Understanding a Postgres query plan

Posted on Apr 2020 by Sojjwal Kelkar  |  15 min read    Database

A query plan is a sequence of steps used by a database to access data. Being able to read a query plan is key to understanding the performance of an SQL query. While tuning a query we need to know how the rows are being fetched from the tables? Are the indexes being used? What is the cost of joining to tables? A query plan provides with an answer for all of these questions.
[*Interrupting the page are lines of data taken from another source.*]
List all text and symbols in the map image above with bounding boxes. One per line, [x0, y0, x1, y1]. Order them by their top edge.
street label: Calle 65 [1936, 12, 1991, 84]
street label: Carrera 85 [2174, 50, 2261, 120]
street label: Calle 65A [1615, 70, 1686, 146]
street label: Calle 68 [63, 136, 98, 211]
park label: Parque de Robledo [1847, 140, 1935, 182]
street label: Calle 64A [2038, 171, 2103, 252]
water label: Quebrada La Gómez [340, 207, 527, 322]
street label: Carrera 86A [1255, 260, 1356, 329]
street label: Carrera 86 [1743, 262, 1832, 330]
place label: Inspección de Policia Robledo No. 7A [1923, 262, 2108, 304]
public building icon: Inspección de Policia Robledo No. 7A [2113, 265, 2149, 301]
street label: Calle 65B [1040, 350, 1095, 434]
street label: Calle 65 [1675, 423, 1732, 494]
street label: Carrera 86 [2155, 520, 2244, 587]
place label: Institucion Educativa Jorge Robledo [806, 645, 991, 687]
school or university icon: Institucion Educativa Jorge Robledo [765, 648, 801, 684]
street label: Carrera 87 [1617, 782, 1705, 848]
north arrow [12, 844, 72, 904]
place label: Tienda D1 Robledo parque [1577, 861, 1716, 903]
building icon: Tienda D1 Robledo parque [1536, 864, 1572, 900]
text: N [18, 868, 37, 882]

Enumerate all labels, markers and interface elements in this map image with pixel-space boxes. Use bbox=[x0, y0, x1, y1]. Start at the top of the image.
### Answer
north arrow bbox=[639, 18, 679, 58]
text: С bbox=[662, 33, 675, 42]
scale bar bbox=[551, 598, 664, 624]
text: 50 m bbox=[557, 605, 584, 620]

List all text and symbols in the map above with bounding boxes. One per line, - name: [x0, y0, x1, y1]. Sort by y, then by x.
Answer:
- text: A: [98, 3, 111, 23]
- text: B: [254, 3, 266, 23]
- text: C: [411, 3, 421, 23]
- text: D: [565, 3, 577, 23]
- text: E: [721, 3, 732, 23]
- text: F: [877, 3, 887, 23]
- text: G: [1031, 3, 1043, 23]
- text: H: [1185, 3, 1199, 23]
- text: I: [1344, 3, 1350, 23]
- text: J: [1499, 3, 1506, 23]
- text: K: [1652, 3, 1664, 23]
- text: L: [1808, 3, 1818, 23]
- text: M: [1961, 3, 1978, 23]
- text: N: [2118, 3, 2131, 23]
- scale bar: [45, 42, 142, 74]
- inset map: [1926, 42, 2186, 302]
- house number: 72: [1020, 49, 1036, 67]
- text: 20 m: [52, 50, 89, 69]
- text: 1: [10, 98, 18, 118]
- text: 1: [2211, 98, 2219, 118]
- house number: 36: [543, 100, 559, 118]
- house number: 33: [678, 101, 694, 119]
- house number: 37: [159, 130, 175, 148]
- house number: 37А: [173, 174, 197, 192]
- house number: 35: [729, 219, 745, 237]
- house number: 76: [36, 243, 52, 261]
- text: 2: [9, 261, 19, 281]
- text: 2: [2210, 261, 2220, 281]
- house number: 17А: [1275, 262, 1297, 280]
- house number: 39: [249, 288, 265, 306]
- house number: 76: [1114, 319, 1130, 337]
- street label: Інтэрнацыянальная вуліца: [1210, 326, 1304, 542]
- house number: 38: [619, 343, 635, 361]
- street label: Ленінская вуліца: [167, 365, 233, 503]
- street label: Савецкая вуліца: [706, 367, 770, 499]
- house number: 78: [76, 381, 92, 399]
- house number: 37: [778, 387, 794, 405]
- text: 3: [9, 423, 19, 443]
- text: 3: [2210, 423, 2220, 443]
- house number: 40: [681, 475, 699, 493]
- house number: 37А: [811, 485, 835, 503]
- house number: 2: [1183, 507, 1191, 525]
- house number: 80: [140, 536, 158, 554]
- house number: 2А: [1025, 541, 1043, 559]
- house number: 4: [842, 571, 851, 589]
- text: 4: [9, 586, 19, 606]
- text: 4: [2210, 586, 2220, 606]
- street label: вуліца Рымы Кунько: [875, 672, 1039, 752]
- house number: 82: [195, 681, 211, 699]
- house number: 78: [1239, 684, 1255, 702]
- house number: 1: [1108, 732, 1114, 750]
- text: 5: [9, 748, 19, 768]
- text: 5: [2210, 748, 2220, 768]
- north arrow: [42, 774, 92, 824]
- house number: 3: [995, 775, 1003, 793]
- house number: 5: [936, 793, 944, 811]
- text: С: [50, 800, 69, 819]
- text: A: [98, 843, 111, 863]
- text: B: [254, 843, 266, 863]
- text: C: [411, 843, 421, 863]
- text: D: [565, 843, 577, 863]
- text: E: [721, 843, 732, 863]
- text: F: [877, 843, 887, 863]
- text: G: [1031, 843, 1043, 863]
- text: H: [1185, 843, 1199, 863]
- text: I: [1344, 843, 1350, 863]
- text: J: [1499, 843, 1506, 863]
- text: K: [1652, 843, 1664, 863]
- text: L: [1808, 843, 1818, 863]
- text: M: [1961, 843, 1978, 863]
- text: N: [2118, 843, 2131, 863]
In postgres we get the query plan by prepending a query with EXPLAIN. Example:

explain select count(*) from orders where created_at > '2020-01-01';

                                    QUERY PLAN
-----------------------------------------------------------------------------------
 Aggregate  (cost=6105004.83..6105004.84 rows=1 width=8)
   ->  Seq Scan on orders  (cost=0.00..6092726.20 rows=4911451 width=0)
         Filter: (created_at > '2020-01-01 00:00:00'::timestamp without time zone)
(3 rows)

A database can employ various algorithms to fetch rows and join tables. So a query plan can be dense with jargon. Let’s go through some of the common terms that appear in a query plan and understand why the planner favors some particular fetching mechanism over others.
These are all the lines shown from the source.